§ **PROMPT**: The lines to copy from the listing below are those that contain the string "tools".

§ **SOURCE DATA**:
++++++

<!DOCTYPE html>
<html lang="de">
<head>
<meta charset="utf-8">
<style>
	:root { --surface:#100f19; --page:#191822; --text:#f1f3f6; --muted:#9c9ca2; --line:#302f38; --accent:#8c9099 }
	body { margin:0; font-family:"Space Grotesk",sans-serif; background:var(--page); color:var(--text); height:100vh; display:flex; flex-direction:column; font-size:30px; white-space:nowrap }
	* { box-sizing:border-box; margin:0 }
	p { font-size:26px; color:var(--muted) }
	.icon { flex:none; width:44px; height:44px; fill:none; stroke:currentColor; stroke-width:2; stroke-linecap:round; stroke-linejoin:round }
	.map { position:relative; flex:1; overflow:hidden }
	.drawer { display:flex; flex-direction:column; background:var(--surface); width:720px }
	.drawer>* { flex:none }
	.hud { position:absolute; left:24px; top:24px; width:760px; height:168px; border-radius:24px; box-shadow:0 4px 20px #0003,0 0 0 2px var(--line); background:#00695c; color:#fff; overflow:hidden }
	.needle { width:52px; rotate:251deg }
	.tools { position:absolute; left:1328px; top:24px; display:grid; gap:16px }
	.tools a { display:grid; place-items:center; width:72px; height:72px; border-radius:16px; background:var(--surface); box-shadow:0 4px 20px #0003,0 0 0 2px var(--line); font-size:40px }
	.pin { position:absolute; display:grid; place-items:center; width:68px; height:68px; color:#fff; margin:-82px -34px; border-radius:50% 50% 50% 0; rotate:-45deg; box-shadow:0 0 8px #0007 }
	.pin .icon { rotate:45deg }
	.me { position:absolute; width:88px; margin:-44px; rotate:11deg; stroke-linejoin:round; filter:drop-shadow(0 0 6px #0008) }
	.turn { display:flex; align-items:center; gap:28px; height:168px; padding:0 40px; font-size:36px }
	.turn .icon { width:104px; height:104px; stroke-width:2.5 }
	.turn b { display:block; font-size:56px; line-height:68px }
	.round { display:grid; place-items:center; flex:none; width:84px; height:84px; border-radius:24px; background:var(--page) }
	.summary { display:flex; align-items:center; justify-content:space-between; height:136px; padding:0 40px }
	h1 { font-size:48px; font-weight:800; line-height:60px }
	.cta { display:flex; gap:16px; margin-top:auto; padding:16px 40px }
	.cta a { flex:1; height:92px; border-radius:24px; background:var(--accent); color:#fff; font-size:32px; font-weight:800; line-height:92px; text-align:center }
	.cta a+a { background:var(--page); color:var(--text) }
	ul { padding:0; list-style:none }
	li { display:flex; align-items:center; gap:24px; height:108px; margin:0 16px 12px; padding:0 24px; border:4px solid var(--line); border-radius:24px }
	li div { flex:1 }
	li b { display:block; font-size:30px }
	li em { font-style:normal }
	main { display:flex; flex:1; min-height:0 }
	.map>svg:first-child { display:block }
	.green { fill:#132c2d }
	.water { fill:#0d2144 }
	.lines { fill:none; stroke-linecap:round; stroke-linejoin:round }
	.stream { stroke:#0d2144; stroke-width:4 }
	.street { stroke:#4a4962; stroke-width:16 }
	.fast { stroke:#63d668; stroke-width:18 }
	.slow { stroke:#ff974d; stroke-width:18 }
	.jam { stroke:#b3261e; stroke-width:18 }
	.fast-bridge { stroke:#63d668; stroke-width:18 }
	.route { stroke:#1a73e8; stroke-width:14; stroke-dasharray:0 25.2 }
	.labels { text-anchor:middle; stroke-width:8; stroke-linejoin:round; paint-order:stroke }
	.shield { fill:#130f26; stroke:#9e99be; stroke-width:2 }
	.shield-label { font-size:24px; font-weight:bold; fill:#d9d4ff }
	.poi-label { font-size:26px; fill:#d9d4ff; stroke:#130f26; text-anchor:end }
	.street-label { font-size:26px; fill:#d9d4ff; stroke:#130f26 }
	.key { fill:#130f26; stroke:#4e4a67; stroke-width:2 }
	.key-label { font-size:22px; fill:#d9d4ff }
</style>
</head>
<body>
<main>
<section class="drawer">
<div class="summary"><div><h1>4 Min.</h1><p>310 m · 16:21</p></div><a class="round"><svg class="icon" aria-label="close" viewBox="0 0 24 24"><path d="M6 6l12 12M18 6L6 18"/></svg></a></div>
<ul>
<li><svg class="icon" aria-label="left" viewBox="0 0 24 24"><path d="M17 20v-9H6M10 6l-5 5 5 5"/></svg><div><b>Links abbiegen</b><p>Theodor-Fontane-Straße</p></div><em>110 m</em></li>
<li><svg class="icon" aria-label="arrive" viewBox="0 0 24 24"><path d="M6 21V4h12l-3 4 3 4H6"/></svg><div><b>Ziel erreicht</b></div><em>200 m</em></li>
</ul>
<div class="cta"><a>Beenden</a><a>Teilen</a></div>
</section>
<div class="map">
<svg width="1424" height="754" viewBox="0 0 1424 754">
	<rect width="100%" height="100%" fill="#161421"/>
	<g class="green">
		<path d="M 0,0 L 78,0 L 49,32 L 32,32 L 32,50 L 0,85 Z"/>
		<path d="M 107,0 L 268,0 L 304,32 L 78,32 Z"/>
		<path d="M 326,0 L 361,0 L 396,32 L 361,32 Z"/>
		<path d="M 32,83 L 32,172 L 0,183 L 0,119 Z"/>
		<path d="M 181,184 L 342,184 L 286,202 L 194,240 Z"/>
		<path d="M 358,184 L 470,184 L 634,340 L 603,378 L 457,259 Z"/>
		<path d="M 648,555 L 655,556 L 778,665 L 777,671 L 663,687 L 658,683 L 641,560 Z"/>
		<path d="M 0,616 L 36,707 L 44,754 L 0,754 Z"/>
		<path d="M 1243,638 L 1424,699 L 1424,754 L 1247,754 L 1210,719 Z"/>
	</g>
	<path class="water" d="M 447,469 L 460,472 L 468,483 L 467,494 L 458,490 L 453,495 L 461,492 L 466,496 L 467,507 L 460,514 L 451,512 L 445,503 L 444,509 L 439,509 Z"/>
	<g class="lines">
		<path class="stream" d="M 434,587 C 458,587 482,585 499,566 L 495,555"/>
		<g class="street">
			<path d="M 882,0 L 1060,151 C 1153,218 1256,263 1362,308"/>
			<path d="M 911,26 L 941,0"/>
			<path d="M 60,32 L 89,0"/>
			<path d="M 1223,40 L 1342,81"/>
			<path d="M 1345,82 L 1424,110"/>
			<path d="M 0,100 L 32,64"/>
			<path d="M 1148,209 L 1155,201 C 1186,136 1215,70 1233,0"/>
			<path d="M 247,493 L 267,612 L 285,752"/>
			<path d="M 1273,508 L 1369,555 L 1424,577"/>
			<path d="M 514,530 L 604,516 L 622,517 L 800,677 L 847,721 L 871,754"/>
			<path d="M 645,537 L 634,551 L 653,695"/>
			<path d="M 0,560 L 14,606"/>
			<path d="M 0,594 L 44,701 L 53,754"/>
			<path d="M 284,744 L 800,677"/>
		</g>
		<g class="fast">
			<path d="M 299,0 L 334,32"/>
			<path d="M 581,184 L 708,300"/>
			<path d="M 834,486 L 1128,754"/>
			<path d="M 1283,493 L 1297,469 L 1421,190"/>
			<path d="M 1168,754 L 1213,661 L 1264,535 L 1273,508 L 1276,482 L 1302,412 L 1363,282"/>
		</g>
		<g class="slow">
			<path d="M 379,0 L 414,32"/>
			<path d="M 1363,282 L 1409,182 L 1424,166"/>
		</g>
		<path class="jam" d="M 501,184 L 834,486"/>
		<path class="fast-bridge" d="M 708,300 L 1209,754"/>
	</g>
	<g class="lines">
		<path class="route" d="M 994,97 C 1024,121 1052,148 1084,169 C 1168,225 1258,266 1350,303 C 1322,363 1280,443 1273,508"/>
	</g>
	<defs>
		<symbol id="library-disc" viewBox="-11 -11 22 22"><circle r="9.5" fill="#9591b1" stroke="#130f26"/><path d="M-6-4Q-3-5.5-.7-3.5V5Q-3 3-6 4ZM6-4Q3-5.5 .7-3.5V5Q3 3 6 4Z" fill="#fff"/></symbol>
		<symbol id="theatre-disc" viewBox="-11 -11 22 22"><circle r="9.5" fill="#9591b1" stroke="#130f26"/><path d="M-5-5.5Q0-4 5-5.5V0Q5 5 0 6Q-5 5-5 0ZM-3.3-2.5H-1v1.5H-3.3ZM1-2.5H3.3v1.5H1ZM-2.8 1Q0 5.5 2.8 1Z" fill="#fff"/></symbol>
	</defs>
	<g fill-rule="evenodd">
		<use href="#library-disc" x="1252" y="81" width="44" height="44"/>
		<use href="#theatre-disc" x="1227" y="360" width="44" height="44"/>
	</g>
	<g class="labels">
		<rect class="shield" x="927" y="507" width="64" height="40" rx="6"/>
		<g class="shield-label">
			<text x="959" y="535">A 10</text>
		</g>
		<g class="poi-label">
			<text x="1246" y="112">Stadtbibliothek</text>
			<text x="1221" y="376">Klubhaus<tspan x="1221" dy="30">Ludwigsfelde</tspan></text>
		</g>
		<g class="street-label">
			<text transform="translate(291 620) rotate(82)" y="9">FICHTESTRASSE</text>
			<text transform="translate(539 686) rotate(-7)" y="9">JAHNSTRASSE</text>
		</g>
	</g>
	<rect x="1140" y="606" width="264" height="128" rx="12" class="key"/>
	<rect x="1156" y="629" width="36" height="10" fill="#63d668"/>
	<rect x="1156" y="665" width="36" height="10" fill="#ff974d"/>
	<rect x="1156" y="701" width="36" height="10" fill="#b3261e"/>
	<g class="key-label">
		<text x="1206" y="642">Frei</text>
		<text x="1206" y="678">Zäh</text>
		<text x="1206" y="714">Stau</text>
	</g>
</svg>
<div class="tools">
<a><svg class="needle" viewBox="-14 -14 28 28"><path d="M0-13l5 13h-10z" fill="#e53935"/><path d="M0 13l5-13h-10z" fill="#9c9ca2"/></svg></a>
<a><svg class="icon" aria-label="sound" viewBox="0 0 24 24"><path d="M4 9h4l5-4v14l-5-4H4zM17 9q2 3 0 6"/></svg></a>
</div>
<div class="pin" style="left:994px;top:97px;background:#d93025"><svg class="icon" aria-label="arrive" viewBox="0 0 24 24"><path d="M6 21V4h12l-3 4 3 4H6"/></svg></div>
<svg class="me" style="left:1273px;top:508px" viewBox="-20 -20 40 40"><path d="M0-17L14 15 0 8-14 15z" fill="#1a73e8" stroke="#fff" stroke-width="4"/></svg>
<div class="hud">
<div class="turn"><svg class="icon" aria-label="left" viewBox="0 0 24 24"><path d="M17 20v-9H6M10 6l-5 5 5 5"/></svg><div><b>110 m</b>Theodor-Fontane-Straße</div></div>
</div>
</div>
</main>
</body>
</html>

++++++

§ **ANSWER BELOW**:
	.tools { position:absolute; left:1328px; top:24px; display:grid; gap:16px }
	.tools a { display:grid; place-items:center; width:72px; height:72px; border-radius:16px; background:var(--surface); box-shadow:0 4px 20px #0003,0 0 0 2px var(--line); font-size:40px }
<div class="tools">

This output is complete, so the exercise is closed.